(Excerpts from a dataset)
((

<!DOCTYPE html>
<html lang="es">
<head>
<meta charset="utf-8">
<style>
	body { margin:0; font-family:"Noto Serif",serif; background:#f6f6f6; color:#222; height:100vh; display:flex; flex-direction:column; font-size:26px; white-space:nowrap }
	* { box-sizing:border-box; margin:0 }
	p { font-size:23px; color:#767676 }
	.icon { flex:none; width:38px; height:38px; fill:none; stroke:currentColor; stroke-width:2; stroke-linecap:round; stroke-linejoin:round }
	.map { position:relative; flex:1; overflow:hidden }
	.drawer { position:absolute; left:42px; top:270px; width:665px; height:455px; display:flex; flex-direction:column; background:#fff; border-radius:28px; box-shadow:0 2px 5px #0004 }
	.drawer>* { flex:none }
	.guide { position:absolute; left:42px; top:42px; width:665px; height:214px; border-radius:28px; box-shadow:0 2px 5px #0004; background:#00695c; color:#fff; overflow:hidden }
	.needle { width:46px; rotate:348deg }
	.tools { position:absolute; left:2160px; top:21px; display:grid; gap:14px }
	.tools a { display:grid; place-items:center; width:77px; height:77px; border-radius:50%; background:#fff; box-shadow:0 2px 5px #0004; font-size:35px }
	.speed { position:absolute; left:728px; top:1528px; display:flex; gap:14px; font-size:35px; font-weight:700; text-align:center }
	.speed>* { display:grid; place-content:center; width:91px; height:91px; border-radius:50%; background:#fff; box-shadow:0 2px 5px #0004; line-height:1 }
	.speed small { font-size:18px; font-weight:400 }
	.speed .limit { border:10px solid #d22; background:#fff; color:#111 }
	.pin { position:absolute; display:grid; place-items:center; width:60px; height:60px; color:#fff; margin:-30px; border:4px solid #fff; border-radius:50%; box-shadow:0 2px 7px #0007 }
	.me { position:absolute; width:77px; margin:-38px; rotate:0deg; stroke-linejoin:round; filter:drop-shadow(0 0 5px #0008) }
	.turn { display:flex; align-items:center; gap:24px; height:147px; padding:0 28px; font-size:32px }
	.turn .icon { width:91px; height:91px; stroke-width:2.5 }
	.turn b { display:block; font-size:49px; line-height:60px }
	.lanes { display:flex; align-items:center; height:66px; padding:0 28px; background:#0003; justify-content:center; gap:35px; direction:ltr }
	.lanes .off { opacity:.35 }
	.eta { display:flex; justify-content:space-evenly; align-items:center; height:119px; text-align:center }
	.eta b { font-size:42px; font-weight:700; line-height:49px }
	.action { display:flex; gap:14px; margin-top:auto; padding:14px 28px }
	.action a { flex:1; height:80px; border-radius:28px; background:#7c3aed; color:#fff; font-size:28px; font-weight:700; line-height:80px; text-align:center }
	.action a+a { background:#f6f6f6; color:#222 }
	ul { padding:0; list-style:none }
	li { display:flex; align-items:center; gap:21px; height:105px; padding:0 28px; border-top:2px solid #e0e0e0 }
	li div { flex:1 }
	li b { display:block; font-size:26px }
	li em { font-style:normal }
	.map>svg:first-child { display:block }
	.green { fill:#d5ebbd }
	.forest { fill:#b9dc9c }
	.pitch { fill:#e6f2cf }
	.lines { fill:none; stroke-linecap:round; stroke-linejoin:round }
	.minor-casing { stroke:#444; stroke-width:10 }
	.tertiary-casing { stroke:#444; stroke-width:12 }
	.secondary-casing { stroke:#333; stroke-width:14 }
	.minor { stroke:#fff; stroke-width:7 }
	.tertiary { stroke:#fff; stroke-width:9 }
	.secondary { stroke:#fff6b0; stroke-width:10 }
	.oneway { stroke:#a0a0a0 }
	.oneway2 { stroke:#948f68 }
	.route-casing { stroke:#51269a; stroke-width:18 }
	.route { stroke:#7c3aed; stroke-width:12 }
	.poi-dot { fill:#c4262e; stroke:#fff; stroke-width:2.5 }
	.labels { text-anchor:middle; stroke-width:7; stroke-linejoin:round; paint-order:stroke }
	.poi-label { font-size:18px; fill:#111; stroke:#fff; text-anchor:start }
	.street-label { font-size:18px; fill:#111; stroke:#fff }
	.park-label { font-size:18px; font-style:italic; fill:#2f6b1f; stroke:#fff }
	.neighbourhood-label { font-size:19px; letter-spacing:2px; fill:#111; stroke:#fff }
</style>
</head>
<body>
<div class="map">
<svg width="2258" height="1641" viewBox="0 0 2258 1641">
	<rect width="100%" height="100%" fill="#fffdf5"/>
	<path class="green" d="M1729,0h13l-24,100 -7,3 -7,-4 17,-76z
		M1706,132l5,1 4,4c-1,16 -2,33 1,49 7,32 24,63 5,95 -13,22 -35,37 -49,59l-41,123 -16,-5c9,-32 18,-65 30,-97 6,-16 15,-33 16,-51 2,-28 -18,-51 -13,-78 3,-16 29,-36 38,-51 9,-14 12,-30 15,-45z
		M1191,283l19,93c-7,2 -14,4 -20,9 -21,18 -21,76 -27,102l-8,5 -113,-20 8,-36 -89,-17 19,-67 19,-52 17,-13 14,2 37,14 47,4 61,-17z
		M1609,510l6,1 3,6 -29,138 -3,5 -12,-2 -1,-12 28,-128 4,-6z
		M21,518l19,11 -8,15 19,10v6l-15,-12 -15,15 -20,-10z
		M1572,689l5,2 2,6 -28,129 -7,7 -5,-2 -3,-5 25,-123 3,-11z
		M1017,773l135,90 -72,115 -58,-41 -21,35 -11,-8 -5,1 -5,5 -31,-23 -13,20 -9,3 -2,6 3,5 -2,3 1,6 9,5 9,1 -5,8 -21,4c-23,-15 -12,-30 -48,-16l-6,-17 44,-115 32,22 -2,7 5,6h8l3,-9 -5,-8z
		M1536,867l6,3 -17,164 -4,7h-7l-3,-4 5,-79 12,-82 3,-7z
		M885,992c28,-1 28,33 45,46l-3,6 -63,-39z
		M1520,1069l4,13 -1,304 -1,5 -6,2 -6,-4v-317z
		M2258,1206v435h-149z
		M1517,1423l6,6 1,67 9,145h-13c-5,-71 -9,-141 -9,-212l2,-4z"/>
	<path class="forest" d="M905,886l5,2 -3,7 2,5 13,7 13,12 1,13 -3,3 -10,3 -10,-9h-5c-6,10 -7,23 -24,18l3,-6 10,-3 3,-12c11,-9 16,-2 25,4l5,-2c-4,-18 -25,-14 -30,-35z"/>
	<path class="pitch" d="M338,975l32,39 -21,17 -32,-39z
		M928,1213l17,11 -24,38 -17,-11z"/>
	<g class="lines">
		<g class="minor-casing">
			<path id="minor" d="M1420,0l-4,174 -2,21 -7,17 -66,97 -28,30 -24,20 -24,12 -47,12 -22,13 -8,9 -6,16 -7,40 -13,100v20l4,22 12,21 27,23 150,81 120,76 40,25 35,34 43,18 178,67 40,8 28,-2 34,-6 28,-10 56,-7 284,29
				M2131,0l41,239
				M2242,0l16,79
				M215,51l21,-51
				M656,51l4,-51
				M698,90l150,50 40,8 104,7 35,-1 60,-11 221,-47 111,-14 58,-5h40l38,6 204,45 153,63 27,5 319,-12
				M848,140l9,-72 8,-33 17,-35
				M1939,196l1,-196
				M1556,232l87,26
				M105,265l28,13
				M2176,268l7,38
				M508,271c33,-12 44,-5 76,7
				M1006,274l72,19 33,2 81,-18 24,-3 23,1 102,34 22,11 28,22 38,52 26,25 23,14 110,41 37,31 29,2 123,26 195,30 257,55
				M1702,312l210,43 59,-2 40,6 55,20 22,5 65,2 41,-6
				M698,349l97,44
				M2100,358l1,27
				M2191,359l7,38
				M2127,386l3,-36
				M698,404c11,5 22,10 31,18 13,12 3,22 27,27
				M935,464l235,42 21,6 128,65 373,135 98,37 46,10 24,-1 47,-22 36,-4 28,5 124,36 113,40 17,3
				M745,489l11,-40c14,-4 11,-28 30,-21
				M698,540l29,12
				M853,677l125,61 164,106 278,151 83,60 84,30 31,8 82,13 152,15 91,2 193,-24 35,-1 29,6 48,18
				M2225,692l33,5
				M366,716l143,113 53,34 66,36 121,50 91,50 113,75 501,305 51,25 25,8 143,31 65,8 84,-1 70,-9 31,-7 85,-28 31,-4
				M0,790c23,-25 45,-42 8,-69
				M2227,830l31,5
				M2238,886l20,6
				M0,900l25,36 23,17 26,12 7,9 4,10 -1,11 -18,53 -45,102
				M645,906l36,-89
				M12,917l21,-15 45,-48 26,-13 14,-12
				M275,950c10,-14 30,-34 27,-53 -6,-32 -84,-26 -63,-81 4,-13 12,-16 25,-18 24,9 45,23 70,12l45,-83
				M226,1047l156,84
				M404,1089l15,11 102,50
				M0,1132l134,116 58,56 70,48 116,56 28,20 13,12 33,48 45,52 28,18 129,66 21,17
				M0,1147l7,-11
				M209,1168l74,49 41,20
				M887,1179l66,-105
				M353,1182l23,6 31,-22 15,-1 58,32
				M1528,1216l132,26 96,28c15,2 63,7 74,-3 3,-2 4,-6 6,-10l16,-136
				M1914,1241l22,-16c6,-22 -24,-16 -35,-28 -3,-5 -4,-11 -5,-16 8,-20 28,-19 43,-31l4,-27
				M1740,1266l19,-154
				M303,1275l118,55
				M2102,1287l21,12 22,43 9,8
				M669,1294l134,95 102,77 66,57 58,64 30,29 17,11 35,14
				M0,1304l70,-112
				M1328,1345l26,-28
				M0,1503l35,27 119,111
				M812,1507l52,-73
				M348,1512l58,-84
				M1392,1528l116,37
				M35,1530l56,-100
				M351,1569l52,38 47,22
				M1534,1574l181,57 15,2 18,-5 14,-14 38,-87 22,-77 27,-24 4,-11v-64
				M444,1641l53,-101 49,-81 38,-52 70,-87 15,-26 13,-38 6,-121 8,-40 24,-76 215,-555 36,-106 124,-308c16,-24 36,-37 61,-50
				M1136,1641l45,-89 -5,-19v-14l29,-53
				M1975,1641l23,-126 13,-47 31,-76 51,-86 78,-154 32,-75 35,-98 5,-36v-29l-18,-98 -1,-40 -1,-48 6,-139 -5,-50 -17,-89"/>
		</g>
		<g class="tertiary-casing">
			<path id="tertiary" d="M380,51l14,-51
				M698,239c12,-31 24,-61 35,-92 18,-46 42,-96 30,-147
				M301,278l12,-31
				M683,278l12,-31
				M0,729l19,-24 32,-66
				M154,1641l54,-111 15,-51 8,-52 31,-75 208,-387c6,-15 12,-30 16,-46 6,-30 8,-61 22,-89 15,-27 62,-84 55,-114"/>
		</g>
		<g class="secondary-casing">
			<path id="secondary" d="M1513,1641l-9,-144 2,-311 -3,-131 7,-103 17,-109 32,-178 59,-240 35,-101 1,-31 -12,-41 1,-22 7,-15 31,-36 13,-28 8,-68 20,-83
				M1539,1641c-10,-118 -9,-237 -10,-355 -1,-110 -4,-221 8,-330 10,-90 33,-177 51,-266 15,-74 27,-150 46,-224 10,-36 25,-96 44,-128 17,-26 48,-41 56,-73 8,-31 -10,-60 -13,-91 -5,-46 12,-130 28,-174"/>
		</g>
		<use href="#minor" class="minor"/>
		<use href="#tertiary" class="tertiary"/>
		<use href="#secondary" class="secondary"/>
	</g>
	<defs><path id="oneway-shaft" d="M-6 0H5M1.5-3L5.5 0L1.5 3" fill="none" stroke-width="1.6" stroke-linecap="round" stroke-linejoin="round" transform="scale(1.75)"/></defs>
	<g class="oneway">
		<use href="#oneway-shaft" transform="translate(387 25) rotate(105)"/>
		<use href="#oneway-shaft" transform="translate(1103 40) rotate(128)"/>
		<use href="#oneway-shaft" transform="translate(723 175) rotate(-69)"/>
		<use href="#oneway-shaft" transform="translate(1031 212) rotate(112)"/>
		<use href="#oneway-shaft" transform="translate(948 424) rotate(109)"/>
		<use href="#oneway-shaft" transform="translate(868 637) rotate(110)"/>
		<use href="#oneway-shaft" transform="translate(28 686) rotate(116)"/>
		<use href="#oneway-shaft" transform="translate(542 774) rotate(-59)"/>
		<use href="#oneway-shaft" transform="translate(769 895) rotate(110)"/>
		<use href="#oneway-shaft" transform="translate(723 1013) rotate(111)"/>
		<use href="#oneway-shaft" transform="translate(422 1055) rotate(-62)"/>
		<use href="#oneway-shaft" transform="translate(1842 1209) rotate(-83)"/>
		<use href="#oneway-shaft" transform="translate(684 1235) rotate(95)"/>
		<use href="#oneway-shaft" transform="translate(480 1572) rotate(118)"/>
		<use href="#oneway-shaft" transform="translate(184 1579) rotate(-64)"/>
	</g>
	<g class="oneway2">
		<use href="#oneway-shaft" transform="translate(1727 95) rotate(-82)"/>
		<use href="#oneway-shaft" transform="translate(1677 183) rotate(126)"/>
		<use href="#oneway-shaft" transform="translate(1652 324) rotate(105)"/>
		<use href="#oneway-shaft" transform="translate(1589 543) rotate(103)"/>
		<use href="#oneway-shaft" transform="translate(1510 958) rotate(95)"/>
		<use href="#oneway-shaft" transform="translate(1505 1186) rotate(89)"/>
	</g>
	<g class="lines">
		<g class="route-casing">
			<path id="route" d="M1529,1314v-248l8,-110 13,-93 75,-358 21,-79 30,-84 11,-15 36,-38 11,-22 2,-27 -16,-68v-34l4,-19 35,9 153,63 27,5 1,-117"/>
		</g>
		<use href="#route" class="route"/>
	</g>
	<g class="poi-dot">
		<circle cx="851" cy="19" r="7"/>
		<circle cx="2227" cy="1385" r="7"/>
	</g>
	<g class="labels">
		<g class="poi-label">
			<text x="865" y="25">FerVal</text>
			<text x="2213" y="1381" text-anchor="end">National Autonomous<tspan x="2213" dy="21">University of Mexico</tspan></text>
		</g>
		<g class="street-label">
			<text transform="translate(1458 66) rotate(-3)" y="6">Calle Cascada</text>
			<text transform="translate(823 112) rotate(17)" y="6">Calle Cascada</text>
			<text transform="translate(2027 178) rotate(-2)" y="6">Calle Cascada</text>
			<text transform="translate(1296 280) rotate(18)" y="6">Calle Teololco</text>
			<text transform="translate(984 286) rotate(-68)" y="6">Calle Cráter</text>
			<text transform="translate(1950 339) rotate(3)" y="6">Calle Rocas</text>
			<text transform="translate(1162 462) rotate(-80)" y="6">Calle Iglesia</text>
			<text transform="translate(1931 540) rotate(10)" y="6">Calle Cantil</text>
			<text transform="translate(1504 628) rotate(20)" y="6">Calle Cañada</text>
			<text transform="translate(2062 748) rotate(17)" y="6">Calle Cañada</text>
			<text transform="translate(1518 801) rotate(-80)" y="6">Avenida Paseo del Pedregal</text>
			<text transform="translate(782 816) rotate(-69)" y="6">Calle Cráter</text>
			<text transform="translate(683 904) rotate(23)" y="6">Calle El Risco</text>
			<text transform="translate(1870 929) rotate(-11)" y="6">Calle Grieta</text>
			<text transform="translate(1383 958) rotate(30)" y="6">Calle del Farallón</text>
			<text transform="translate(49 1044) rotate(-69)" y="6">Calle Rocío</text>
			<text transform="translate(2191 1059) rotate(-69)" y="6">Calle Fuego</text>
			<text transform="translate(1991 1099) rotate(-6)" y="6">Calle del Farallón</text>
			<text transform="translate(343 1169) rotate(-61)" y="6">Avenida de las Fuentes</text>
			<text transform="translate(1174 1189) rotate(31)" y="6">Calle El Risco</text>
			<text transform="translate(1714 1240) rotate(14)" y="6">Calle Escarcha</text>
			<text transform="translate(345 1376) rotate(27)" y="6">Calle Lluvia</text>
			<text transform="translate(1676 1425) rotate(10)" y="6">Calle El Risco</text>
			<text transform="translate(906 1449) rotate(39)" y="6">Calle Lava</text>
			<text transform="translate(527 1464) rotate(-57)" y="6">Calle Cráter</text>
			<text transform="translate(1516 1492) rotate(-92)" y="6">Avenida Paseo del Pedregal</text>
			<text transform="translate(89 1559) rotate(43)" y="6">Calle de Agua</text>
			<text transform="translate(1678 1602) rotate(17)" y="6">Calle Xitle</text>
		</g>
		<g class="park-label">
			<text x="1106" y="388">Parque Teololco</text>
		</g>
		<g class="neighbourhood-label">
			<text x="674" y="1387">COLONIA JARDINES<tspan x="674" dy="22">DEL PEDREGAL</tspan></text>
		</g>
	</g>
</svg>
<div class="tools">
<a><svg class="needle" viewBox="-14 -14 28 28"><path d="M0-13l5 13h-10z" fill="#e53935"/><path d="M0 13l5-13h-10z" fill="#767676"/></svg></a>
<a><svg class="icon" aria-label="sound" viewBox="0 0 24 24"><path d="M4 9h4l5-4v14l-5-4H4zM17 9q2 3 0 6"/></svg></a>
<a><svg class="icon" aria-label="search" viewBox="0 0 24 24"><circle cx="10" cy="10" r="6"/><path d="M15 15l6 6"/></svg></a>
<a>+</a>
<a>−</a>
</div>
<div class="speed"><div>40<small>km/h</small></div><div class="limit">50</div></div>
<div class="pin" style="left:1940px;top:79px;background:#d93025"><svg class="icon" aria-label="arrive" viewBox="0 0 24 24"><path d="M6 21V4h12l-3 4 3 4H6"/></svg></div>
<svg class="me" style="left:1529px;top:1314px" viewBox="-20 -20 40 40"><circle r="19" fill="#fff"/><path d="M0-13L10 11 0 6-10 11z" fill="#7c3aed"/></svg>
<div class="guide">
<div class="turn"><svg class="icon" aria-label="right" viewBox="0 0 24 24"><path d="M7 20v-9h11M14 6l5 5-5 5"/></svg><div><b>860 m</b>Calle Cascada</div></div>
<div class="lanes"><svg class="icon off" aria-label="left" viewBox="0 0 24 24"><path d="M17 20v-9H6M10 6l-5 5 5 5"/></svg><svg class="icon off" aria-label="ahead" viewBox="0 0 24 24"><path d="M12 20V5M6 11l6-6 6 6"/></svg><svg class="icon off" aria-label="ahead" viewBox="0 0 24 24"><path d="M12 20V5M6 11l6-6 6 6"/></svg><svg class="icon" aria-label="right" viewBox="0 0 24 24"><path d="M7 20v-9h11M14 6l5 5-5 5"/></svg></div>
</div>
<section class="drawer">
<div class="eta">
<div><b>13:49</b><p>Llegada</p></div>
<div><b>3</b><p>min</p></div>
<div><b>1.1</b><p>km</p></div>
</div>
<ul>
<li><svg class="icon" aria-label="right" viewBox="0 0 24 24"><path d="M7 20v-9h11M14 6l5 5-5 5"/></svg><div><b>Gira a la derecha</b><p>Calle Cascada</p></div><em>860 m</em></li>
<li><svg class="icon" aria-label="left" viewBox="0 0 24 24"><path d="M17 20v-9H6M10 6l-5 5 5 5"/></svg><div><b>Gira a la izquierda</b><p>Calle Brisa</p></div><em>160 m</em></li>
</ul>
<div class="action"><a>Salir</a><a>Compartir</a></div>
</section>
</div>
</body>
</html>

))

Your goal
Search the data and copy each line containing "justify".

Reply to the exercise
	.lanes { display:flex; align-items:center; height:66px; padding:0 28px; background:#0003; justify-content:center; gap:35px; direction:ltr }
	.eta { display:flex; justify-content:space-evenly; align-items:center; height:119px; text-align:center }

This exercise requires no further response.